Saved entries:
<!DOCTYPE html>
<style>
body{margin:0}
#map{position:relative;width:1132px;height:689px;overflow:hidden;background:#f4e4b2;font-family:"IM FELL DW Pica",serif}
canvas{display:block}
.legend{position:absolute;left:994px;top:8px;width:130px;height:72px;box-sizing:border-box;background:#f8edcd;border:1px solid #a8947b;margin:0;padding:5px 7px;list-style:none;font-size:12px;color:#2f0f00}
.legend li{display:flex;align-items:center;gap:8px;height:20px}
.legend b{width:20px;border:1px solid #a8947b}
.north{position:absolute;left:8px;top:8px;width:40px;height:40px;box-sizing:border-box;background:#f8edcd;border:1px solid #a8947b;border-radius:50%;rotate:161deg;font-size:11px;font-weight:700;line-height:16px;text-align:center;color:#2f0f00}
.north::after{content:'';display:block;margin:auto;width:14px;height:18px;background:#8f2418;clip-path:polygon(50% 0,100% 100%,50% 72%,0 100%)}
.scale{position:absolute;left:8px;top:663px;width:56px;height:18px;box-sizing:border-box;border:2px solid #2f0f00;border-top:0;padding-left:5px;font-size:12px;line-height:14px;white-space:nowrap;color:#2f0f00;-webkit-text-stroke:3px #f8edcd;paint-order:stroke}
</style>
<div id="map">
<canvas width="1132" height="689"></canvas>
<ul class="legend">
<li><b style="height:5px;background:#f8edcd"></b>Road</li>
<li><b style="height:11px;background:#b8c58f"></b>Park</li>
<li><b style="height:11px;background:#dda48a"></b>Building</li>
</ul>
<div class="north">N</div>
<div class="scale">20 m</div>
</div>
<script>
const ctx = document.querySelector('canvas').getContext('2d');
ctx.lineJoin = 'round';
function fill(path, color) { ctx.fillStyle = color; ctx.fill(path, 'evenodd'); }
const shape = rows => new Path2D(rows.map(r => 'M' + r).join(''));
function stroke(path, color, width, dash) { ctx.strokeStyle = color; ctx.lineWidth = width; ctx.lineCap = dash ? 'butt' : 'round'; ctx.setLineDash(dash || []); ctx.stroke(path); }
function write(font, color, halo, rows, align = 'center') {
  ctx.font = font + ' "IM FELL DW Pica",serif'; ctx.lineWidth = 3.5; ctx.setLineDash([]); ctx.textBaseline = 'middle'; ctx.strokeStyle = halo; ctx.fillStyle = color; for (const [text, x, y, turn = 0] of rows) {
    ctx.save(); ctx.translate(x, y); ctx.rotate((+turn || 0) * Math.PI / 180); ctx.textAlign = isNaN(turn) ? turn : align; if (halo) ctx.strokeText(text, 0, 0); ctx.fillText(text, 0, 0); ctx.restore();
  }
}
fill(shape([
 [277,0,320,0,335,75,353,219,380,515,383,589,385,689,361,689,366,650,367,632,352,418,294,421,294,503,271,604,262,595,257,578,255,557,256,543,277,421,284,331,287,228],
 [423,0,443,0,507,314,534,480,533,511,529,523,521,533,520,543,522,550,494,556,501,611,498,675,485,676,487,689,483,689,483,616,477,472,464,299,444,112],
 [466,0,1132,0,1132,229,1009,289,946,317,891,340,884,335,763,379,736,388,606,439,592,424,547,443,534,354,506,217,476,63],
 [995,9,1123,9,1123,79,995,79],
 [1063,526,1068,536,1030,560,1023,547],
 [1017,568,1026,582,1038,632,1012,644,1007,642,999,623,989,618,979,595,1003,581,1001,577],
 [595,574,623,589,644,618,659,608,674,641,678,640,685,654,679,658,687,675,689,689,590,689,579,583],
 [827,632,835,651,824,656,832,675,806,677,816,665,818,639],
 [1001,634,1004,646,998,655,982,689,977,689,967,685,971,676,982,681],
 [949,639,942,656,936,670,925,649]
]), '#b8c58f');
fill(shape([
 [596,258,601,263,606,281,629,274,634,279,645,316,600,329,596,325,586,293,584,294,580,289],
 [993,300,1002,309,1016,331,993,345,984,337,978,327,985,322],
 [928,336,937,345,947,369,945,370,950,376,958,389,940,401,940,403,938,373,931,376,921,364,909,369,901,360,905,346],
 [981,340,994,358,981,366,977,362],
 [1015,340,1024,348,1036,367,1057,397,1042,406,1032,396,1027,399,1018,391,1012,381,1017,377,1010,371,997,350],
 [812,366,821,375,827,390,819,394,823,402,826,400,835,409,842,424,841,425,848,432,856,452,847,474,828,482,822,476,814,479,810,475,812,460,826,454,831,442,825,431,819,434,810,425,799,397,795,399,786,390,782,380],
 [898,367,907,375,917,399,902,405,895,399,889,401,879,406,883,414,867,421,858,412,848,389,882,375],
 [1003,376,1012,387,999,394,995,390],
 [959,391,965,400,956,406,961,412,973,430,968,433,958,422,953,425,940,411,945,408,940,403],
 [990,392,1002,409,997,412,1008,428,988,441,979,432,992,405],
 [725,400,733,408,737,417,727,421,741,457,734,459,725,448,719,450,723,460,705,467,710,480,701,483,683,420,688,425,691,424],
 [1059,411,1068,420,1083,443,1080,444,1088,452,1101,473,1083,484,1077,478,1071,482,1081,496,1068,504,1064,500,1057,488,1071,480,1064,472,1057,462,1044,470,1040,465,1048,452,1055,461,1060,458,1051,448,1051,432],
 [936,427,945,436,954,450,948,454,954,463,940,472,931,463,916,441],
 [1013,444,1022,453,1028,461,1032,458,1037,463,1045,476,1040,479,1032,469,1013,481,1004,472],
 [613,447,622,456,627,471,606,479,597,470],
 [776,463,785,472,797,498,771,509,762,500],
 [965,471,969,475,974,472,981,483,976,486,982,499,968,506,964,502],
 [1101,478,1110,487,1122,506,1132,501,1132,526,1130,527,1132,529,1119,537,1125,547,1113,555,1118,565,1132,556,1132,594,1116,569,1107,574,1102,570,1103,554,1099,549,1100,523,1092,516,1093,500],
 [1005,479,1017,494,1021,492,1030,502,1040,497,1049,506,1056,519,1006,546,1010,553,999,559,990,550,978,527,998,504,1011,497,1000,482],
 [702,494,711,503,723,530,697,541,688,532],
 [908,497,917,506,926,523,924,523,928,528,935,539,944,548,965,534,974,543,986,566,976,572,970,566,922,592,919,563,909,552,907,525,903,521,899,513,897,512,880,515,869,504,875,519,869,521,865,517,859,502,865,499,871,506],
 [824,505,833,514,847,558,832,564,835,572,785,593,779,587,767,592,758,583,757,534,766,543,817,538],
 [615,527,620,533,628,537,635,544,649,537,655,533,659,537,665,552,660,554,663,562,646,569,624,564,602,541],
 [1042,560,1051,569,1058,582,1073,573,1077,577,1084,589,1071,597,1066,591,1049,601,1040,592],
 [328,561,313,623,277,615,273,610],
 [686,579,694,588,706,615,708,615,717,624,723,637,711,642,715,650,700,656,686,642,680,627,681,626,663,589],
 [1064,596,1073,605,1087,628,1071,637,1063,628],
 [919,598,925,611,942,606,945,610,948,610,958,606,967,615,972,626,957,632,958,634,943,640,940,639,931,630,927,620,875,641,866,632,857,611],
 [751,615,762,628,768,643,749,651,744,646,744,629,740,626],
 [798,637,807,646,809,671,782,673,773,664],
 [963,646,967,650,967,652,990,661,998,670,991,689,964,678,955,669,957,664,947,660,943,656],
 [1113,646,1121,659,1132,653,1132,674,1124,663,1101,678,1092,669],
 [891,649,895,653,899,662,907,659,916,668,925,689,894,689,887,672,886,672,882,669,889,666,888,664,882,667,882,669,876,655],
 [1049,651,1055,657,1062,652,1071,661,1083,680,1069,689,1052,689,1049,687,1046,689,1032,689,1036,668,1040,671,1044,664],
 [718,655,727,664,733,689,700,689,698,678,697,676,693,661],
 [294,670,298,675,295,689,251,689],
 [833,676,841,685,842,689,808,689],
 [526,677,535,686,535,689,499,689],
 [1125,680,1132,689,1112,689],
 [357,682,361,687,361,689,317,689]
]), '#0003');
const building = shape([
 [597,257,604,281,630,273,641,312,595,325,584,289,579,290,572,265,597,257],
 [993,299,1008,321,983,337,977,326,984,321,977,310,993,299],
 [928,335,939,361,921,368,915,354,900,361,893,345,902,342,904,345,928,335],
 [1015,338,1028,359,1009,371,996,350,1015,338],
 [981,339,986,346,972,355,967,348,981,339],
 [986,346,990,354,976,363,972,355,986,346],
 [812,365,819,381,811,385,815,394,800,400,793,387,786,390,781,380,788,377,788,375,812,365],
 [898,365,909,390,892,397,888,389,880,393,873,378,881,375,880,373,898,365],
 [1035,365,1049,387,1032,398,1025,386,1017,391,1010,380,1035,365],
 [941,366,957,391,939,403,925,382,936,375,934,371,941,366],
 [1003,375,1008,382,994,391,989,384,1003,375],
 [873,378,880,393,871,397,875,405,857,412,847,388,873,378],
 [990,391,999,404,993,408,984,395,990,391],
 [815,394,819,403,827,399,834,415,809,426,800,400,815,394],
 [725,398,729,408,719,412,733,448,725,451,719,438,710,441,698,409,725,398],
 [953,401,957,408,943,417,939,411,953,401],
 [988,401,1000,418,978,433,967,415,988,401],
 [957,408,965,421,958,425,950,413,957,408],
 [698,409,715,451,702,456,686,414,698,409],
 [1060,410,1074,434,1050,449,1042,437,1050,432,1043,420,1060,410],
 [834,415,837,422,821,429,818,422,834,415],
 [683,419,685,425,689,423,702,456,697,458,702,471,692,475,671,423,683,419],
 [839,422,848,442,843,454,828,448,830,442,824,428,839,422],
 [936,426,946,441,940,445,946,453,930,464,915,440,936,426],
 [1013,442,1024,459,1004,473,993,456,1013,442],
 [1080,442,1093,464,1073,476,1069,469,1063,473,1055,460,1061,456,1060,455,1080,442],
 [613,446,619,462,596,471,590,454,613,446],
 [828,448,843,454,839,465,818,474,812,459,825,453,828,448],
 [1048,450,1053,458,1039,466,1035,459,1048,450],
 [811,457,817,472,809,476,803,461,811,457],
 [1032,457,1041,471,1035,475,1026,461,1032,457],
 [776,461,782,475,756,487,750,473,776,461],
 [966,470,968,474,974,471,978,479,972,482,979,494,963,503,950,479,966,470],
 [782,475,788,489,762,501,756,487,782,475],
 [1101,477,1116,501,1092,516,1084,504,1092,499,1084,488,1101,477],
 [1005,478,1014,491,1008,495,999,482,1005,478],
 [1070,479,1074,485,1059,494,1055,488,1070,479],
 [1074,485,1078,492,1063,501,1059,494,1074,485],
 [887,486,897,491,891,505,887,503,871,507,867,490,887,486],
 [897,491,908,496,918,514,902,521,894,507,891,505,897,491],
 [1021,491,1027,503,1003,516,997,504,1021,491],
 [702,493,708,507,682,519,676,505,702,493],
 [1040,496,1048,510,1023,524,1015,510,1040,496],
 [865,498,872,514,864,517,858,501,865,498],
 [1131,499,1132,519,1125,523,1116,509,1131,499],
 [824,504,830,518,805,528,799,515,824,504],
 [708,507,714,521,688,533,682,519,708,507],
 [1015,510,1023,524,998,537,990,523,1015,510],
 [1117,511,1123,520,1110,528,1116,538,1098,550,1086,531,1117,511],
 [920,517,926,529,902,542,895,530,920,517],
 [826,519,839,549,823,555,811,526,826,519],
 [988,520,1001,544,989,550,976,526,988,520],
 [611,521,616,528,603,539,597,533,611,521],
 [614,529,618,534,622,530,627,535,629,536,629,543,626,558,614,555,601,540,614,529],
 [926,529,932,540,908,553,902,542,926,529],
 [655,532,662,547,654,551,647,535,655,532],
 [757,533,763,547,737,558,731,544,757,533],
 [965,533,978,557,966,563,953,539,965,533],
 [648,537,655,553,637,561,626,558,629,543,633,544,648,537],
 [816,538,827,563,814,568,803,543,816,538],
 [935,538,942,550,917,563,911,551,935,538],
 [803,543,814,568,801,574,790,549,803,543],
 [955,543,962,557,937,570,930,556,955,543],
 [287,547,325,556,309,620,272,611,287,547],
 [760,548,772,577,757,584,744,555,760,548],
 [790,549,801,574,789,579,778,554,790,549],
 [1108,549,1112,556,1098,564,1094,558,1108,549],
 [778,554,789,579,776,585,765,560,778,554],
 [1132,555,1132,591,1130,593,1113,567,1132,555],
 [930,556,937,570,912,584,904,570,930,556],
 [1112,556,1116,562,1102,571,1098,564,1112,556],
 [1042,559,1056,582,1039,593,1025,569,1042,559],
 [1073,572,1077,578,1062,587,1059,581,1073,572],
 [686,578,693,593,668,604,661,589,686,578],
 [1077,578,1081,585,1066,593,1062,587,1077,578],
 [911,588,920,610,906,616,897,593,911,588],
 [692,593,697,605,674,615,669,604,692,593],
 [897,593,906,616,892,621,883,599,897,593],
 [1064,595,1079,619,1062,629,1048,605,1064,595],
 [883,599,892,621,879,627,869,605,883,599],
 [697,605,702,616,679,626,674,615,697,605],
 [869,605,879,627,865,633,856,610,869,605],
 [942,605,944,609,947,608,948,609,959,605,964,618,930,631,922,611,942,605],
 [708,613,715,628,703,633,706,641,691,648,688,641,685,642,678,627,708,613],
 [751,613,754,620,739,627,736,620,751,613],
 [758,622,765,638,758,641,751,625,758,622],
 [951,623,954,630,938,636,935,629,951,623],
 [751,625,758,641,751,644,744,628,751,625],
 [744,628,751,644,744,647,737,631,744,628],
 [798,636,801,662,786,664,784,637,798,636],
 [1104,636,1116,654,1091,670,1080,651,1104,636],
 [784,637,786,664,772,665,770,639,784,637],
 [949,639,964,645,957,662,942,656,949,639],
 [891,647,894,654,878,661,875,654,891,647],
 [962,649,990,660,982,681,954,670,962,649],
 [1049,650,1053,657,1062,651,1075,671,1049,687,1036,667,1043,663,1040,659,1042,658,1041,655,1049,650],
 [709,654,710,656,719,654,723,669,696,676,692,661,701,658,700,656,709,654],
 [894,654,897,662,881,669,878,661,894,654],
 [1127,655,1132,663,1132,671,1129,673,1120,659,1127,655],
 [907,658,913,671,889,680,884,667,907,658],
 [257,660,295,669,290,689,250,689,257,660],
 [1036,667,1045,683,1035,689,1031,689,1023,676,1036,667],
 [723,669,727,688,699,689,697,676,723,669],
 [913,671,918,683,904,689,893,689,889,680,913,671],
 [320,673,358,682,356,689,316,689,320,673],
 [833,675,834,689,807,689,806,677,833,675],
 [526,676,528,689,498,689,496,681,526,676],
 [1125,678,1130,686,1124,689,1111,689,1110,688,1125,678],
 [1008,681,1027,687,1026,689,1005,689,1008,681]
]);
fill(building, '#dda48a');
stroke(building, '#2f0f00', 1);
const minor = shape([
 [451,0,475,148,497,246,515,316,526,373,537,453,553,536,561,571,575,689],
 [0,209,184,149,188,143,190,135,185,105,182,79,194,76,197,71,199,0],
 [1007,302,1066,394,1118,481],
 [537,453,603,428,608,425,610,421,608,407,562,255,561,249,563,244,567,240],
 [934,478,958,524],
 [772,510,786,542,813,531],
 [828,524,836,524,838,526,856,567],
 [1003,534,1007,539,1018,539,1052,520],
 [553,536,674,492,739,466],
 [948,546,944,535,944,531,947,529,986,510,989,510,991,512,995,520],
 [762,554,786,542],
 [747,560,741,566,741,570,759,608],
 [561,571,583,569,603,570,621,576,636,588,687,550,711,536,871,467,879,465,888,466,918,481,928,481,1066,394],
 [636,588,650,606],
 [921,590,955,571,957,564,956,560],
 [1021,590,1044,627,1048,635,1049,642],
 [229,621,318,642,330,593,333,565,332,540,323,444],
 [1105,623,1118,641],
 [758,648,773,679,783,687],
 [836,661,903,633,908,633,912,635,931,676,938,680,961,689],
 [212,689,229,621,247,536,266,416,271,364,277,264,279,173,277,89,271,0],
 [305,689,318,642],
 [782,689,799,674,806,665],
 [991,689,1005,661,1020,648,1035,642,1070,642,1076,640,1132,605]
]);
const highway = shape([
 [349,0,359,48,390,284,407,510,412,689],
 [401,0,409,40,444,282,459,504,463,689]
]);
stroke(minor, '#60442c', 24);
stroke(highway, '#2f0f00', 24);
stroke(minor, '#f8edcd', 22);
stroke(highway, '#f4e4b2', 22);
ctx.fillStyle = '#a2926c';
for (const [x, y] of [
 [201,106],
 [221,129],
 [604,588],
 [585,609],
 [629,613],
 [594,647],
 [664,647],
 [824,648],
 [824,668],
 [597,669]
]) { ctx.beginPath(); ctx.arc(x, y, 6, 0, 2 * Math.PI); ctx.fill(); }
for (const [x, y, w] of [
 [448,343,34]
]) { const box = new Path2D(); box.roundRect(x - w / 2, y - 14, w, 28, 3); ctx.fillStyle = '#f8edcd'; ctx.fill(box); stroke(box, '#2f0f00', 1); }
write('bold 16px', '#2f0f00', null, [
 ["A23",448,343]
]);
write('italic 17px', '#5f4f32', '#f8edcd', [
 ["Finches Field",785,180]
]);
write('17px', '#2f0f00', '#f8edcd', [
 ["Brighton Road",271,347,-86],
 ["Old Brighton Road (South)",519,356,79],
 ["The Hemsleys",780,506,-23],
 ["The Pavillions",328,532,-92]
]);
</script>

> **Exercise prompt**: Your task is to list each line of the records with the word "rows".

> **Solution for this problem**:
const shape = rows => new Path2D(rows.map(r => 'M' + r).join(''));
function write(font, color, halo, rows, align = 'center') {
  ctx.font = font + ' "IM FELL DW Pica",serif'; ctx.lineWidth = 3.5; ctx.setLineDash([]); ctx.textBaseline = 'middle'; ctx.strokeStyle = halo; ctx.fillStyle = color; for (const [text, x, y, turn = 0] of rows) {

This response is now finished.